Center for Strategic Communication

A new jihadist group known as the Jamaat Ahadun Ahad, or the Group of the One and Only, has released a video of its training camp in Syria. The group is led by a Chechen commander and includes fighters from Chechnya, Europe, Turkey, Afghanistan, Pakistan and several Arab countries.

The video was published today on Jamaat Ahadun Ahad’s YouTube page. The video shows a rudimentary camp situated in a large clearing surrounded by woods. Several tents are visible. The exact location of the camp was not disclosed, but it may be located in the Syrian province of Latakia, where the group is said to concentrate its efforts.

Dozens of Jamaat Ahadun Ahad fighters appear in the video. The fighters are shown conducting small unit drills, including conducting assaults and ambushes, patrolling, and breaking contact while under fire. In one drill, featured at the end of the video, a mock patrol is ambushed by a group of camouflaged fighters, who are instructed to quickly take weapons and ammunition from dead troops before leaving.

Although the Jamaat Ahadun Ahad fighters appear to be well armed and equipped, they are not wearing uniforms, unlike fighters in a number of other jihadist training camps. Many of the fighters in the video are also apparently not concerned about covering their faces.

Jamaat Ahadun Ahad is led by a Chechen commander known as Al Bara Shishani, according to From Chechnya to Syria, a website that tracks fighters from the Russian Caucasus and Central Asia who are fighting in Syria.

According to a statement released on the jihadist group’s Twitter feed, Jamaat Ahadun Ahad’s “[shura] council consists of mujahideen with a great past on the lands of jihad in Chechnya and Afghanistan.” The statement was released in Arabic, English, and Turkish.

Jamaat Ahadun Ahad is made up of both foreign fighters and Syrians.

“Jamaat Ahadun Ahad is a smaller jihadist group consisting of several anonymous and independent muhajireen (foreign fighter) brigades. A number of Ansar (local Syrian) brigades have also joined the formation,” according to an analysis of the group that was published by From Chechnya to Syria.

“As a mostly foreign fighter brigade, Jamaat Ahadun Ahad boasts many Chechens, Turks, Arabs, Europeans, and even several former members of the Taliban,” presumably from Afghanistan and Pakistan, the analysis stated. Trainers from the Movement of the Taliban in Pakistan, an al Qaeda linked group, are known to be based in Syria.

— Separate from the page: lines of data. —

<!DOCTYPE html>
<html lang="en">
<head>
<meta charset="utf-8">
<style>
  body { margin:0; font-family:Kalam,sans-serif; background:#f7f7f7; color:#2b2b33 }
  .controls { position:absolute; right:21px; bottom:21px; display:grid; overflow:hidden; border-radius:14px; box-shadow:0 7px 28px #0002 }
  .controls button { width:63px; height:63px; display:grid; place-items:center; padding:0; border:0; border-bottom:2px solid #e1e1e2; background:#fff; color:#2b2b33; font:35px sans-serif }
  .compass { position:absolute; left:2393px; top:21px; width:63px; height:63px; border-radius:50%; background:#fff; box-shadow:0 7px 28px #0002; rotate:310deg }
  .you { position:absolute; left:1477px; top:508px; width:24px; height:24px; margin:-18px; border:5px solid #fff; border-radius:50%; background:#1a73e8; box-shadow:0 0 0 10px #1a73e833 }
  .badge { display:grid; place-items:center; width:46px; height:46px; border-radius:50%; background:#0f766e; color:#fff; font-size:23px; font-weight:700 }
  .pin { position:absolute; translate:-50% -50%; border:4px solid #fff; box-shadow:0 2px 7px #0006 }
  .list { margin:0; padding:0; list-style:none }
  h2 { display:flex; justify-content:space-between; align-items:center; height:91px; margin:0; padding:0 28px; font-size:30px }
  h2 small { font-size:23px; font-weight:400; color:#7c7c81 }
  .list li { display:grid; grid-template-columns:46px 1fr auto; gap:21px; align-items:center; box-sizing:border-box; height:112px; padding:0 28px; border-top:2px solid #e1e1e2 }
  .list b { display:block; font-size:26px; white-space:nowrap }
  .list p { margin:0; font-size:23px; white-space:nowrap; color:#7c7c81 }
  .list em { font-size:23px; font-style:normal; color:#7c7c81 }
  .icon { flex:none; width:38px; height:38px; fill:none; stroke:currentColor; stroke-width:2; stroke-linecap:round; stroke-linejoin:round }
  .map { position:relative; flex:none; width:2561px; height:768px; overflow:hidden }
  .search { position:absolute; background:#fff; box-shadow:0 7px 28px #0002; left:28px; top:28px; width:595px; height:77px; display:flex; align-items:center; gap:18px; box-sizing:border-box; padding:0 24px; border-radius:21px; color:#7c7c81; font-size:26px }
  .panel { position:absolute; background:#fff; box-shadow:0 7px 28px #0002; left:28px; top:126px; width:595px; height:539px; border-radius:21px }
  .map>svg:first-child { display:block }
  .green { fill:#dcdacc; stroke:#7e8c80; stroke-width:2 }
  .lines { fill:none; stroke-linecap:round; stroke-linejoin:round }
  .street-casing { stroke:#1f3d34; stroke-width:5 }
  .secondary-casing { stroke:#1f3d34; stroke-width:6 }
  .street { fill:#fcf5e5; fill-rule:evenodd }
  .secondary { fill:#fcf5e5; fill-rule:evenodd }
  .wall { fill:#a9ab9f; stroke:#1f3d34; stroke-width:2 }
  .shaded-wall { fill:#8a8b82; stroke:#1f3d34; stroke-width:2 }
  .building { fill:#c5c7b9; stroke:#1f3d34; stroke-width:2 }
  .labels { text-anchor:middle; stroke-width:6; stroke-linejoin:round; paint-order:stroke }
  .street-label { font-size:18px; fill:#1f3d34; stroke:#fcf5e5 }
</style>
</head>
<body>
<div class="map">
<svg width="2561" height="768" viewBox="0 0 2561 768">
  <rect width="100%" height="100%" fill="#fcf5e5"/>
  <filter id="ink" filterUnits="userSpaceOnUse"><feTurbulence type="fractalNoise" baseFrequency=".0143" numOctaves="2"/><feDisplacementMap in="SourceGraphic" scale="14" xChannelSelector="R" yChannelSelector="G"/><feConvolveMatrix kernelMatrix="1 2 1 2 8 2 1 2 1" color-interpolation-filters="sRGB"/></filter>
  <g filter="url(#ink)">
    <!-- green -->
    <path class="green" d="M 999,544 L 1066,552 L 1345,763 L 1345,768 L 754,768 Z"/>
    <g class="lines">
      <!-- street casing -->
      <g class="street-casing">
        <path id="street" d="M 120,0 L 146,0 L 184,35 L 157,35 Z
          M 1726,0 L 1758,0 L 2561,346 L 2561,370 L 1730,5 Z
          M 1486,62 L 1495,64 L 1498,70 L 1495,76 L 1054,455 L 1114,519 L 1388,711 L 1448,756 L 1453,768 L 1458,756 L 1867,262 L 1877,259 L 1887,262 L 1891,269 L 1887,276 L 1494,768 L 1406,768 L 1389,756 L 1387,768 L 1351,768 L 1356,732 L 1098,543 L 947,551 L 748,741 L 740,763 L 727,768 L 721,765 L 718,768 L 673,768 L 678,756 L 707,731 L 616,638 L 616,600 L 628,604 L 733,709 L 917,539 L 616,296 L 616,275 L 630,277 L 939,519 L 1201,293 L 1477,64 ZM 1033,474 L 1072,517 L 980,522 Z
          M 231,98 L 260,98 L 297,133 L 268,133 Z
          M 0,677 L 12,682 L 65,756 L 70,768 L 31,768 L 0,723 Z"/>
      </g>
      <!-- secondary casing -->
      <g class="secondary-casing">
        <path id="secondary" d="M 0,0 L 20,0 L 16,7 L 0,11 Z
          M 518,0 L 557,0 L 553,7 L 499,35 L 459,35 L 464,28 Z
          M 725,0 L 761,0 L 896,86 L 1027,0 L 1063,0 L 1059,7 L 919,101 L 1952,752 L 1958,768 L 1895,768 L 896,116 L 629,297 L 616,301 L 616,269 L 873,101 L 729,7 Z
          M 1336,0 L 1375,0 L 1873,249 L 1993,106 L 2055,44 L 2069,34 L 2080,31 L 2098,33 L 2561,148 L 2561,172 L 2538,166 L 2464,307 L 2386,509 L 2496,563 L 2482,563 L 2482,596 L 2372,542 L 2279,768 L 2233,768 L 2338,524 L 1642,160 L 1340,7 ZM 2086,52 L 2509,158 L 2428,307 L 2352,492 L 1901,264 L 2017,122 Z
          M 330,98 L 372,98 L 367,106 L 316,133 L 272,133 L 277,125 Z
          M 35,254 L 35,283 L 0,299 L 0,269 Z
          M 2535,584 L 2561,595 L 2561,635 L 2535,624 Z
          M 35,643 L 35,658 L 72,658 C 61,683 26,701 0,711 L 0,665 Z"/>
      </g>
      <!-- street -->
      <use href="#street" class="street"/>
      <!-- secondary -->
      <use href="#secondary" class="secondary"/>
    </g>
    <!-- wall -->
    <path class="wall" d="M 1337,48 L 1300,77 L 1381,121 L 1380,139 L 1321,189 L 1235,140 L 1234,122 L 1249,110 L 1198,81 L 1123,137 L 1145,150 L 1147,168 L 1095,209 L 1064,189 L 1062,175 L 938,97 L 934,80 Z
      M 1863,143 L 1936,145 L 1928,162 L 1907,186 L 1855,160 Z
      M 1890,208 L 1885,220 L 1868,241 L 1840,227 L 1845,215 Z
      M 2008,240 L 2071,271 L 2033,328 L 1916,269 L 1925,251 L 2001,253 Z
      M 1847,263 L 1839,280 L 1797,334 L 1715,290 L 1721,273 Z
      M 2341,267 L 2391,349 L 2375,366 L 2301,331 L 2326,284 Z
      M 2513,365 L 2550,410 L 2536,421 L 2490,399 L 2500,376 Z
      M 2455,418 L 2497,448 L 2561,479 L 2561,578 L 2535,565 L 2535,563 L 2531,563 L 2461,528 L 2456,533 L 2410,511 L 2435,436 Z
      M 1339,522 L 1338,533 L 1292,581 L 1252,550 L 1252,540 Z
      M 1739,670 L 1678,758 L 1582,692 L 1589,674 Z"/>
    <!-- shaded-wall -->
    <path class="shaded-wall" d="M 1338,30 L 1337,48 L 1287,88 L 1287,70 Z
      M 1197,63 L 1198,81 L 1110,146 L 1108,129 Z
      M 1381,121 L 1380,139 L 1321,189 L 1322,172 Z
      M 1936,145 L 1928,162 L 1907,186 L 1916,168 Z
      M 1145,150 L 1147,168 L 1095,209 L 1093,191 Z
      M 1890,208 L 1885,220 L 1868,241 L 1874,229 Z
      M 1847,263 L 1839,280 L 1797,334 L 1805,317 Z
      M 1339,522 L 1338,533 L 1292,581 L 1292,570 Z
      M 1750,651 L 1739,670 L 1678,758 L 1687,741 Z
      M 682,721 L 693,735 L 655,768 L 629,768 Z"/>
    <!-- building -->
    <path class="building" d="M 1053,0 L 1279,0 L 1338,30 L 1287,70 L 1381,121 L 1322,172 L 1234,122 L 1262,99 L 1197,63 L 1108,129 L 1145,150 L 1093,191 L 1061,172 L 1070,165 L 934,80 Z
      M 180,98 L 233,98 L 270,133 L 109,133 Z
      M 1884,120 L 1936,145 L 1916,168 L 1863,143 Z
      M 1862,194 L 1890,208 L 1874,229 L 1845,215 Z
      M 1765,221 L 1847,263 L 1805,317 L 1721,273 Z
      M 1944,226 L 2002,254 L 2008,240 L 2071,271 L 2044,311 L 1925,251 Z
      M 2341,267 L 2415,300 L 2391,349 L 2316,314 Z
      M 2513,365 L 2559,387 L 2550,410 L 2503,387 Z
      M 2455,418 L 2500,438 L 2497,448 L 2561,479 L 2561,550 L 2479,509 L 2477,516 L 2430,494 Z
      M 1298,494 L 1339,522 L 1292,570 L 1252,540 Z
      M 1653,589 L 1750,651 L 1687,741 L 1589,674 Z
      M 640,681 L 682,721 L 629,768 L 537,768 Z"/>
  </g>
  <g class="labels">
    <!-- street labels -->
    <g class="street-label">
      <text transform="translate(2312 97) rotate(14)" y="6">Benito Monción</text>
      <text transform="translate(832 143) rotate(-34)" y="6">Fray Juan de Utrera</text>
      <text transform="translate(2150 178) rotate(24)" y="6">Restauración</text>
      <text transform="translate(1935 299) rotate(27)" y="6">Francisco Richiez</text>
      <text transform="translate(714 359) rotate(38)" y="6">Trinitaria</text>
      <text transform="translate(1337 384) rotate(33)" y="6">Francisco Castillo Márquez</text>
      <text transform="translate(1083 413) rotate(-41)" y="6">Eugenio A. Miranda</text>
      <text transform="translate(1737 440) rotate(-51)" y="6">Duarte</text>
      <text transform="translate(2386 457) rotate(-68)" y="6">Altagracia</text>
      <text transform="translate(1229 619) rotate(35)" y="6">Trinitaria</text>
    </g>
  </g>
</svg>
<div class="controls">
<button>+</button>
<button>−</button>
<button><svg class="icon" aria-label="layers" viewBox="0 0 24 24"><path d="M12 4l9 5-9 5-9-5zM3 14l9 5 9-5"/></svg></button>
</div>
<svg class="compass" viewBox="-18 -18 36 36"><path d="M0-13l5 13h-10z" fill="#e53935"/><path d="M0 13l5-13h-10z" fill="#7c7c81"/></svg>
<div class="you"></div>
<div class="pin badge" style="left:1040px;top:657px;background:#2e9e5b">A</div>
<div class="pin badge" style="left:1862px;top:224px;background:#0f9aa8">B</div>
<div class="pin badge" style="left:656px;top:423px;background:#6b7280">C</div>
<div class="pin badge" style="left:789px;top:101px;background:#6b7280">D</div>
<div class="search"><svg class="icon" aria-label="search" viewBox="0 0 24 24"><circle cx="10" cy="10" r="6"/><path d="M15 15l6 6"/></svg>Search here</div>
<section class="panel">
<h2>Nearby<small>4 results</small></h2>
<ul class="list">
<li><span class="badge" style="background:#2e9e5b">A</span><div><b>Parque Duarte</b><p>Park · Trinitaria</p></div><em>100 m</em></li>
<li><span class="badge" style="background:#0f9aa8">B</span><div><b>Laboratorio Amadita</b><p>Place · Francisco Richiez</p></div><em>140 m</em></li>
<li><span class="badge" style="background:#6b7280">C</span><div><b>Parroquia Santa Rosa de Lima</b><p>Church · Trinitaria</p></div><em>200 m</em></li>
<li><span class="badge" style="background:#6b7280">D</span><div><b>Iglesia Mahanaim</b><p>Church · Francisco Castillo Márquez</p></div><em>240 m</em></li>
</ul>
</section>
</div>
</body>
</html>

Jamaat Ahadun Ahad is said to be neutral in the dispute between the Islamic State and the Al Nusrah Front for the People of the Levant, al Qaeda’s branch in Syria.

Jihadist groups in Iraq and Syria are promoting training camps

Already this year, jihadist groups in both Iraq and Syria have promoted the existence of at least eight training camps.

In mid-March, the Al Nusrah Front for the People of the Levant, al Qaeda’s branch in Syria and a rival of the Islamic State, announced that it is running two training camps in Syria. Its Ayman al Zawahiri Camp was located in the city of Deir al Zour and is named after al Qaeda’s current emir (the Islamic State currently controls the city). The other camp, whose location was not disclosed, is called the Abu Ghadiya Camp and is named after the leader of the al Qaeda in Iraq facilitation network that was based in eastern Syria. Abu Ghadiya was killed in a US special operations raid in eastern Syria in the fall of 2008.

In the beginning of April, the Jaish al Muhajireen wal Ansar (Army of Emigrants and Supporters, or Muhajireen Army), a group of foreign fighters led by commanders from the Caucasus who are part of the Islamic Caucasus Emirate, released video of its training camp in Aleppo province. The video included footage of a bomb-making class.

In early May, the Islamic State of Iraq and the Sham announced the existence of the Zarqawi Camp, which is named after the slain founder of al Qaeda in Iraq, on the outskirts of the Syrian capital of Damascus.

In June, an Uzbek jihadist group known as the Imam Bukhari Jamaat released a video of its training camp in Syria. The camp is thought to be located in Aleppo province.

In July, the Islamic State released several photographs of what it said are its training camps in Iraq’s Ninewa province, and several more images from a camp in Aleppo, Syria.

The videos and photographs from ISIS, Al Nusrah Front, Muhajireen Army, Imam Bukhari Jamaat, and Jamaat Ahadun Ahad training camps are reminiscent of others released by al Qaeda from the network of camps in Afghanistan during the 1990s. Al Qaeda used camps such as Khalden and Al Farouq to churn out thousands of foreign fighters who fought alongside the Taliban in the 55th Arab Brigade. But al Qaeda also selected graduates of the camps to conduct attacks in the West, including the Sept. 11, 2001 operation against the US.